While it seems unlikely that the United States would consent to the extradition, considering their lack of cooperation with the Venezuelan government’s request for the extradition of terrorist Luis Posada Carriles, the recent agreement of the Chilean government to extradite former Peruvian president Alberto Fujimori to face trial in Peru does set a precedent that will be hard for the United States to ignore. The Maryknoll Office for Global Concerns has worked to educate the public about this issue, and the Center for Constitutional Rights just announced a new major lawsuit against Goni and former Minister of Defense Jose Carlos Sánchez Berzaín for compensatory and punitive damages under the Alien Tort Statute (ATS) and the Torture Victim Protection Act (TVPA) on behalf of families of the victims.

After decades of politicians who robbed the country’s coffers and left the people in poverty and despair, Bolivia now has a leader who is known to be honest, sincere and trustworthy. Bolivia also has a leader who inspires hope in the Indigenous population. This hope is now embodied, worldwide, in the Declaration of the Rights of Indigenous Peoples, a brand-new declaration approved in the United Nations this September, after a 25-year struggle. At the grassroots meeting with Morales, Tonya Gonella Frichner, President and Founder of the American Indian Law Alliance, highlighted Bolivia’s helpful role in the passage of the declaration, and both she and Morales agreed that “the next step is ensuring that the declaration is implemented.”
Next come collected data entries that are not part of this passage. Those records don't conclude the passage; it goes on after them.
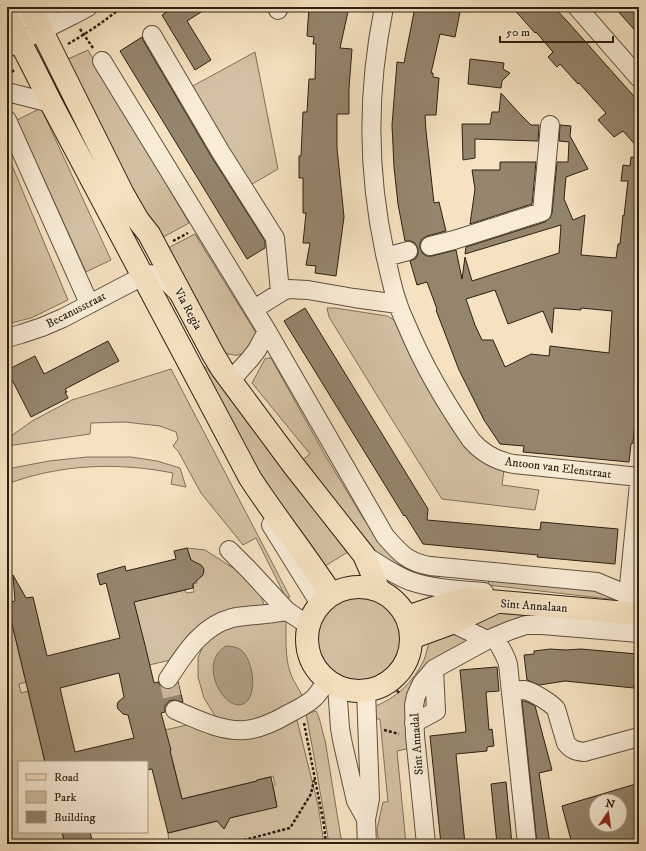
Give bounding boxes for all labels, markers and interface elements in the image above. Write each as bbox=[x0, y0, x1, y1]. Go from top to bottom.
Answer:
scale bar bbox=[500, 18, 613, 44]
text: 50 m bbox=[506, 25, 530, 40]
street label: Via Regia bbox=[170, 285, 206, 333]
street label: Becanusstraat bbox=[44, 288, 109, 331]
street label: Antoon van Elenstraat bbox=[504, 454, 612, 482]
street label: Sint Annalaan bbox=[500, 596, 569, 616]
street label: Sint Annadal bbox=[407, 712, 427, 775]
legend bbox=[18, 761, 148, 833]
text: Road bbox=[54, 770, 79, 785]
text: Park bbox=[54, 790, 76, 805]
north arrow bbox=[588, 793, 628, 833]
text: N bbox=[604, 796, 616, 812]
text: Building bbox=[54, 810, 95, 825]

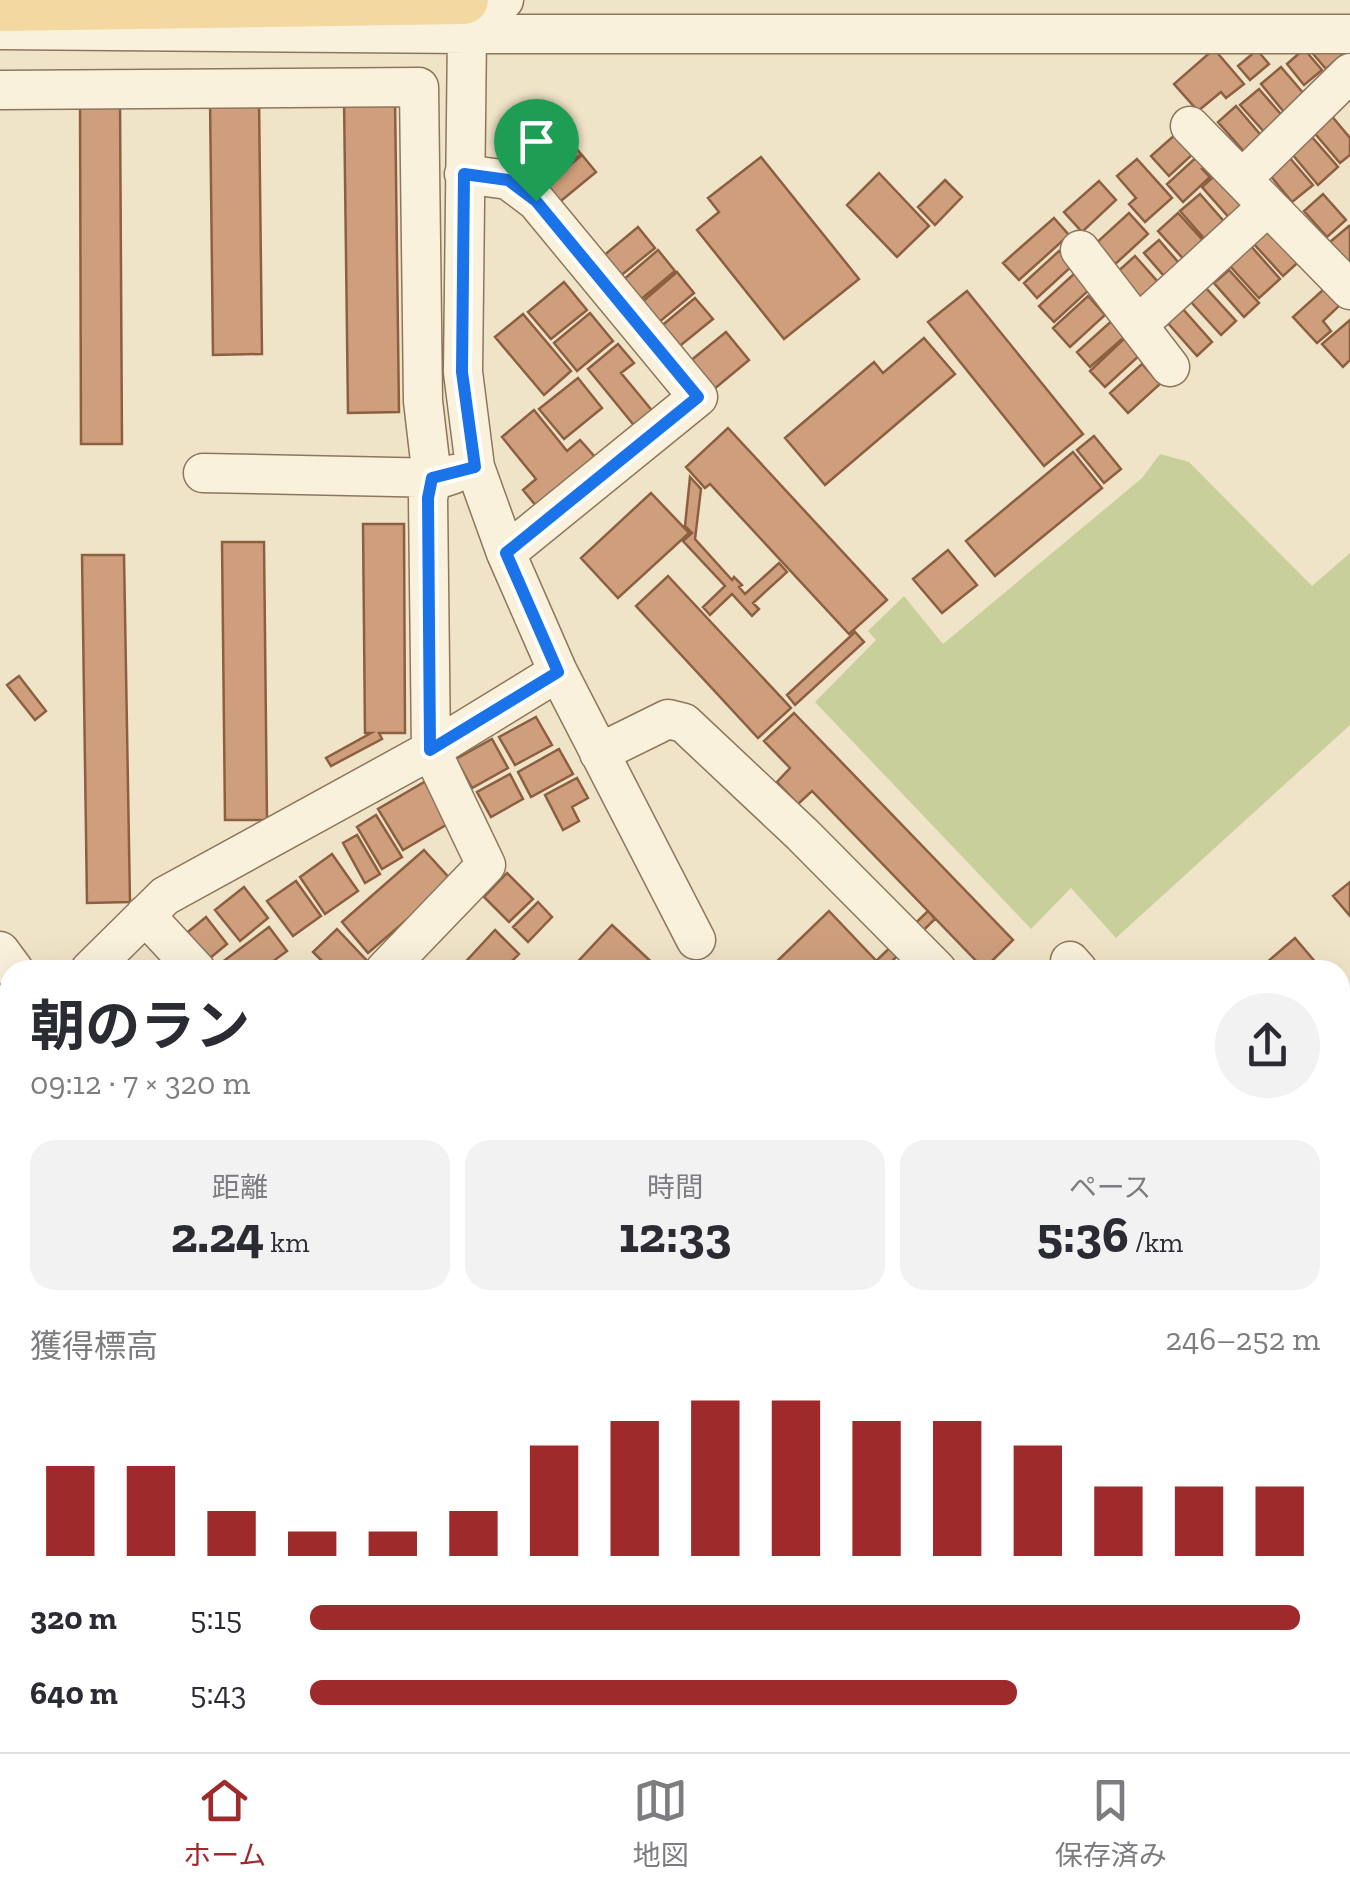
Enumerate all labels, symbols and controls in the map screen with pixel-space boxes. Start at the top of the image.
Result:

Morales, anxious to apply Indigenous wisdom to solve the global climate crisis, is calling for the United Nations to convene a world indigenous forum to “foster a new approach to economic relations based on an appreciation of natural resources and not their exploitation.”
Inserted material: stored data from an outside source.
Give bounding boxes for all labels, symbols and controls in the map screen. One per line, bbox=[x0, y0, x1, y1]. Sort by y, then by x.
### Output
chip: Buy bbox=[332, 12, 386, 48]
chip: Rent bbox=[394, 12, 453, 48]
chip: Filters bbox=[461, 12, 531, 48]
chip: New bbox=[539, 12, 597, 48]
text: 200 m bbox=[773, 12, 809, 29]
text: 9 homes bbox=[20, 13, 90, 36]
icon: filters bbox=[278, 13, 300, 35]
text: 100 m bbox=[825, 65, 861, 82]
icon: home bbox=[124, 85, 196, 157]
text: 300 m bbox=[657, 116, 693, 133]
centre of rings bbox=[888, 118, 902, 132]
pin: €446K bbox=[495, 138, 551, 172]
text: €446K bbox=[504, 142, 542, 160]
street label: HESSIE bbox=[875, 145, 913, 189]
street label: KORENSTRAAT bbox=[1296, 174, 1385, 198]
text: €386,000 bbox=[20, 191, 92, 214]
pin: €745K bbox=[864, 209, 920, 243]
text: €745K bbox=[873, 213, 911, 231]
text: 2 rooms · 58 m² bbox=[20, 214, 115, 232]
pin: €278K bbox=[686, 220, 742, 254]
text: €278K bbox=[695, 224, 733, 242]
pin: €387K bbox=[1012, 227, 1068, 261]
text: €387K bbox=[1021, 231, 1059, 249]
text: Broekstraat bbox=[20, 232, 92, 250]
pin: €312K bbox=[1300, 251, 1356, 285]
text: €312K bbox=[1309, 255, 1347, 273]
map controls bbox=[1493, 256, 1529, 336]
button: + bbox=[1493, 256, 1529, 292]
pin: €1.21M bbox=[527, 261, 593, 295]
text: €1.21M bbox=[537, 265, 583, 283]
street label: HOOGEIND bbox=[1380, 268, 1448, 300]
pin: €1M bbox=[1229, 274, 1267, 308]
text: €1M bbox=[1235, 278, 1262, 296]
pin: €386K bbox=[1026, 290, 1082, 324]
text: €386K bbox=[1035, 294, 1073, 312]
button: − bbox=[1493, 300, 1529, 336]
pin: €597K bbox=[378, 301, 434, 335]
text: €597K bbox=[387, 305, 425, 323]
The world has much to learn from the sustainable lifestyles of Indigenous people and from the grassroots movement that has come to power in Bolivia. At a time when our planet is crying out for leadership with vision and integrity, Evo Morales and the Bolivian example should give hope to us all.

Deborah James is the Director of International Programs at the Center for Economic and Policy Research. Medea Benjamin is a Co-Founder of Global Exchange and CodePink: Women for Peace.